Saved entries:
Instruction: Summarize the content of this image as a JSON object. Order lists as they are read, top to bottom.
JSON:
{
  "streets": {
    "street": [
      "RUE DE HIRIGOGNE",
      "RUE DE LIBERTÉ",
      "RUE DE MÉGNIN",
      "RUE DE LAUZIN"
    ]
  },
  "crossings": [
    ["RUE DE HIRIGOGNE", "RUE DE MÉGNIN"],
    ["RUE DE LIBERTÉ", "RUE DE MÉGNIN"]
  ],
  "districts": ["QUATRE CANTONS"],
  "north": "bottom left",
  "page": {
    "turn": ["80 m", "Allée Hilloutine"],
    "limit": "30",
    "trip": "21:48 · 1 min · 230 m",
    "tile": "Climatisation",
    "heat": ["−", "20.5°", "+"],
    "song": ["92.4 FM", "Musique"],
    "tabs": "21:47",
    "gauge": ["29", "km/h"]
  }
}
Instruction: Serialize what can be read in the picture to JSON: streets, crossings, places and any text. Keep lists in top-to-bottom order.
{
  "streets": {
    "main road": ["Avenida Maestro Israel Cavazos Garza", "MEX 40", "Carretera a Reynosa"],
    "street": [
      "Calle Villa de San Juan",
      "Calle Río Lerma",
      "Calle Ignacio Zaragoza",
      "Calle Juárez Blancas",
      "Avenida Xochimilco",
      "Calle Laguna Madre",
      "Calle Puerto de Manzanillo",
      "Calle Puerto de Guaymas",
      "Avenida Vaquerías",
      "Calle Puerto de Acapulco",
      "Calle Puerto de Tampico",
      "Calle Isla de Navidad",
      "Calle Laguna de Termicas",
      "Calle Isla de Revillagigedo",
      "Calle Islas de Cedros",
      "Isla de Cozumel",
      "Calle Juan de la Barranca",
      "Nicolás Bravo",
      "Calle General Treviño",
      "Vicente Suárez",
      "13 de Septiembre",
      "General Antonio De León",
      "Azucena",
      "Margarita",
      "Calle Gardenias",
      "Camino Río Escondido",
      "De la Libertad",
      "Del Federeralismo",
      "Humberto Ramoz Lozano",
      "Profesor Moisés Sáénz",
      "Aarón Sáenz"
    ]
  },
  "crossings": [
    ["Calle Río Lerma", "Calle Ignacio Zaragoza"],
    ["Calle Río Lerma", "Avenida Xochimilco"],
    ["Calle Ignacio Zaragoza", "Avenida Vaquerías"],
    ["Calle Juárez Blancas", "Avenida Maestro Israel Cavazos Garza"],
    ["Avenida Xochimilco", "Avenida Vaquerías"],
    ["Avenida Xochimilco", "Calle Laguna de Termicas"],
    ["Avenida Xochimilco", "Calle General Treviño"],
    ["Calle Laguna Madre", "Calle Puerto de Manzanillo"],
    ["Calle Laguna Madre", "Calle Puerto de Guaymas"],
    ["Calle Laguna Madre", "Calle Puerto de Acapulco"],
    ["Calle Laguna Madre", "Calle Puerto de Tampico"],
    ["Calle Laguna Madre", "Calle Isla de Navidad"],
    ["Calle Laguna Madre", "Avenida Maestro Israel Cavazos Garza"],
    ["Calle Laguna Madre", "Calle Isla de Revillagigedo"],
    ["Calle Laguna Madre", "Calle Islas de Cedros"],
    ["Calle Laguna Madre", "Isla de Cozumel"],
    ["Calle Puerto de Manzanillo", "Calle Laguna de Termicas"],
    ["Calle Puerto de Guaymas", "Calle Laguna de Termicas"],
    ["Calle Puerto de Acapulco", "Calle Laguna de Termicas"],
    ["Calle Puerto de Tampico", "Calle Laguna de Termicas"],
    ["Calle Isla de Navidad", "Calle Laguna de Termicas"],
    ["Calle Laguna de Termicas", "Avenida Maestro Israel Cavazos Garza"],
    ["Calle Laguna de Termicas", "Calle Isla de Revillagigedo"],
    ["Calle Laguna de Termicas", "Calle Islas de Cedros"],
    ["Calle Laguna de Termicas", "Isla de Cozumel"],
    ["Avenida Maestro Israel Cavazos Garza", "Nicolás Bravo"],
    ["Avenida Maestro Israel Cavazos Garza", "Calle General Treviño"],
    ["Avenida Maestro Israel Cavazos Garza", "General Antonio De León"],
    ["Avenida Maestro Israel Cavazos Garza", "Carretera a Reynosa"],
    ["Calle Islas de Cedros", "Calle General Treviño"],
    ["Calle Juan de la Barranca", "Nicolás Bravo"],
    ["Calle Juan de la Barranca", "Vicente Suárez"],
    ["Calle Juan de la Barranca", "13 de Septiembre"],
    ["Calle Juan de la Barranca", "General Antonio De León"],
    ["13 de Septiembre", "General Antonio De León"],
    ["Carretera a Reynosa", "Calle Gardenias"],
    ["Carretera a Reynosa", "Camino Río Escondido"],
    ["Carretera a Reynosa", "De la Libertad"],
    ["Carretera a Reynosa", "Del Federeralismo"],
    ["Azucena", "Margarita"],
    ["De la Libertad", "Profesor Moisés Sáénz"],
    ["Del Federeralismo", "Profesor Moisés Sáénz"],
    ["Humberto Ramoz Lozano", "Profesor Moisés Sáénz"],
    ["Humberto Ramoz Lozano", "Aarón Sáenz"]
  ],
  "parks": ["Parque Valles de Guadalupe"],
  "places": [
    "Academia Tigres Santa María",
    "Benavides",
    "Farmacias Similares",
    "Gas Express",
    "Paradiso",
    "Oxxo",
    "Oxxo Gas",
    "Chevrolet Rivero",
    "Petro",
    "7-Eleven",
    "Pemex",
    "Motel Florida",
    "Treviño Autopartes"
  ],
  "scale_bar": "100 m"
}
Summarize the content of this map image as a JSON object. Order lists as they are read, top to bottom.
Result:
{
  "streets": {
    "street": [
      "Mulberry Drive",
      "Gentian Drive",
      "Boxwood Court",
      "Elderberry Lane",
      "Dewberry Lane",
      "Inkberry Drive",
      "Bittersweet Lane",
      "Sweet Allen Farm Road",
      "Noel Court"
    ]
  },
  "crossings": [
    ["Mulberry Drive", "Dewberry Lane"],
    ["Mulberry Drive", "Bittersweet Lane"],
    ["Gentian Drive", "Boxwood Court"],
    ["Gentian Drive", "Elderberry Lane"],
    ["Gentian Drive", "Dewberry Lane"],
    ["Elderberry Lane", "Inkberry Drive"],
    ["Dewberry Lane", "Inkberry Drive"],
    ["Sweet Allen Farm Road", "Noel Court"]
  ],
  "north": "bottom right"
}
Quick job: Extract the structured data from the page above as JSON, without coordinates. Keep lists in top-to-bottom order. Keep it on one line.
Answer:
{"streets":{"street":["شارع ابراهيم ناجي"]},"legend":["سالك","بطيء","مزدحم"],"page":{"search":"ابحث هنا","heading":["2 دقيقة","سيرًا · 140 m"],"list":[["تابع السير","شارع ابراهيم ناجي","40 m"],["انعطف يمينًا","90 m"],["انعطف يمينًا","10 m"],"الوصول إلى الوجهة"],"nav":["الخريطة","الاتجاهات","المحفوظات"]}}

• _Problem description_:
Above are records; repeat only the lines starting at the line with "Summarize the content of this map" and ending at the line with "Quick job: Extract", exactly as they appear, both included.

• _Problem solution_:
Summarize the content of this map image as a JSON object. Order lists as they are read, top to bottom.
Result:
{
  "streets": {
    "street": [
      "Mulberry Drive",
      "Gentian Drive",
      "Boxwood Court",
      "Elderberry Lane",
      "Dewberry Lane",
      "Inkberry Drive",
      "Bittersweet Lane",
      "Sweet Allen Farm Road",
      "Noel Court"
    ]
  },
  "crossings": [
    ["Mulberry Drive", "Dewberry Lane"],
    ["Mulberry Drive", "Bittersweet Lane"],
    ["Gentian Drive", "Boxwood Court"],
    ["Gentian Drive", "Elderberry Lane"],
    ["Gentian Drive", "Dewberry Lane"],
    ["Elderberry Lane", "Inkberry Drive"],
    ["Dewberry Lane", "Inkberry Drive"],
    ["Sweet Allen Farm Road", "Noel Court"]
  ],
  "north": "bottom right"
}
Quick job: Extract the structured data from the page above as JSON, without coordinates. Keep lists in top-to-bottom order. Keep it on one line.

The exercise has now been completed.